-- What the task requires --
Output the entries below so that they read exactly as they do now.
★ ★ ★ ★
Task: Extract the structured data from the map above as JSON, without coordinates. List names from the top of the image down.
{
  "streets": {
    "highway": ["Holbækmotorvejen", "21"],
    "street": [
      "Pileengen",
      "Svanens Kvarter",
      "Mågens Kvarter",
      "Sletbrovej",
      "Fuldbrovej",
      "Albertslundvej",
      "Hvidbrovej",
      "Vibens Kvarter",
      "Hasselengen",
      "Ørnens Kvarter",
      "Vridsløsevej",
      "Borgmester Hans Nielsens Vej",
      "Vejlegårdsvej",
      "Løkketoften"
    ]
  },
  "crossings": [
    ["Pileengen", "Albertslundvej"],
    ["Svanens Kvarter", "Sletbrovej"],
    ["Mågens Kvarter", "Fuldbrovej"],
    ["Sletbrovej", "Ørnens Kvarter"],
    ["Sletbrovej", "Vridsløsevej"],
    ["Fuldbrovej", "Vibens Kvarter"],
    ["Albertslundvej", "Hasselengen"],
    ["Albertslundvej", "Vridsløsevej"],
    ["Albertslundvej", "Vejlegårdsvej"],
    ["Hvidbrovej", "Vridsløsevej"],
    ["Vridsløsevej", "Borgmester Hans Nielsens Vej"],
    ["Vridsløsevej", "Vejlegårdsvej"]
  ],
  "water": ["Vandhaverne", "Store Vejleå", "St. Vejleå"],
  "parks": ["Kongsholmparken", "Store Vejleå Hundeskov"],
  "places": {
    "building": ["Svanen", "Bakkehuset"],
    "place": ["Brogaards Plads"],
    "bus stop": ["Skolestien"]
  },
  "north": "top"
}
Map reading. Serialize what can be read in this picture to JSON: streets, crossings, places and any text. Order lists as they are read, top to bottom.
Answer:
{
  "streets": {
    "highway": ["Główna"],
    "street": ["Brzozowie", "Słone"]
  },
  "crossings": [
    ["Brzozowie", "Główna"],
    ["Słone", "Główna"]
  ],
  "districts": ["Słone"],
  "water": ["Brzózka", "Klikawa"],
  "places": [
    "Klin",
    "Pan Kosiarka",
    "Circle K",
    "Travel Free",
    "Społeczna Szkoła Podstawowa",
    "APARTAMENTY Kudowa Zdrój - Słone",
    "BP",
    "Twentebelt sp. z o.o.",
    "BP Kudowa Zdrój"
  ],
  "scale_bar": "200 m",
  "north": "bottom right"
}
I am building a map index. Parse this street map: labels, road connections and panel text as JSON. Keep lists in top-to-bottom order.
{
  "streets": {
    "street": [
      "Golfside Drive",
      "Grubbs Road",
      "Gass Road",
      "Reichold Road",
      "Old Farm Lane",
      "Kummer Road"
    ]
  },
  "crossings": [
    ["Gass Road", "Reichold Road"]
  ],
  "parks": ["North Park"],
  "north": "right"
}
★ ★ ★ ★
-- Solution to the exercise --
Task: Extract the structured data from the map above as JSON, without coordinates. List names from the top of the image down.
{
  "streets": {
    "highway": ["Holbækmotorvejen", "21"],
    "street": [
      "Pileengen",
      "Svanens Kvarter",
      "Mågens Kvarter",
      "Sletbrovej",
      "Fuldbrovej",
      "Albertslundvej",
      "Hvidbrovej",
      "Vibens Kvarter",
      "Hasselengen",
      "Ørnens Kvarter",
      "Vridsløsevej",
      "Borgmester Hans Nielsens Vej",
      "Vejlegårdsvej",
      "Løkketoften"
    ]
  },
  "crossings": [
    ["Pileengen", "Albertslundvej"],
    ["Svanens Kvarter", "Sletbrovej"],
    ["Mågens Kvarter", "Fuldbrovej"],
    ["Sletbrovej", "Ørnens Kvarter"],
    ["Sletbrovej", "Vridsløsevej"],
    ["Fuldbrovej", "Vibens Kvarter"],
    ["Albertslundvej", "Hasselengen"],
    ["Albertslundvej", "Vridsløsevej"],
    ["Albertslundvej", "Vejlegårdsvej"],
    ["Hvidbrovej", "Vridsløsevej"],
    ["Vridsløsevej", "Borgmester Hans Nielsens Vej"],
    ["Vridsløsevej", "Vejlegårdsvej"]
  ],
  "water": ["Vandhaverne", "Store Vejleå", "St. Vejleå"],
  "parks": ["Kongsholmparken", "Store Vejleå Hundeskov"],
  "places": {
    "building": ["Svanen", "Bakkehuset"],
    "place": ["Brogaards Plads"],
    "bus stop": ["Skolestien"]
  },
  "north": "top"
}
Map reading. Serialize what can be read in this picture to JSON: streets, crossings, places and any text. Order lists as they are read, top to bottom.
Answer:
{
  "streets": {
    "highway": ["Główna"],
    "street": ["Brzozowie", "Słone"]
  },
  "crossings": [
    ["Brzozowie", "Główna"],
    ["Słone", "Główna"]
  ],
  "districts": ["Słone"],
  "water": ["Brzózka", "Klikawa"],
  "places": [
    "Klin",
    "Pan Kosiarka",
    "Circle K",
    "Travel Free",
    "Społeczna Szkoła Podstawowa",
    "APARTAMENTY Kudowa Zdrój - Słone",
    "BP",
    "Twentebelt sp. z o.o.",
    "BP Kudowa Zdrój"
  ],
  "scale_bar": "200 m",
  "north": "bottom right"
}
I am building a map index. Parse this street map: labels, road connections and panel text as JSON. Keep lists in top-to-bottom order.
{
  "streets": {
    "street": [
      "Golfside Drive",
      "Grubbs Road",
      "Gass Road",
      "Reichold Road",
      "Old Farm Lane",
      "Kummer Road"
    ]
  },
  "crossings": [
    ["Gass Road", "Reichold Road"]
  ],
  "parks": ["North Park"],
  "north": "right"
}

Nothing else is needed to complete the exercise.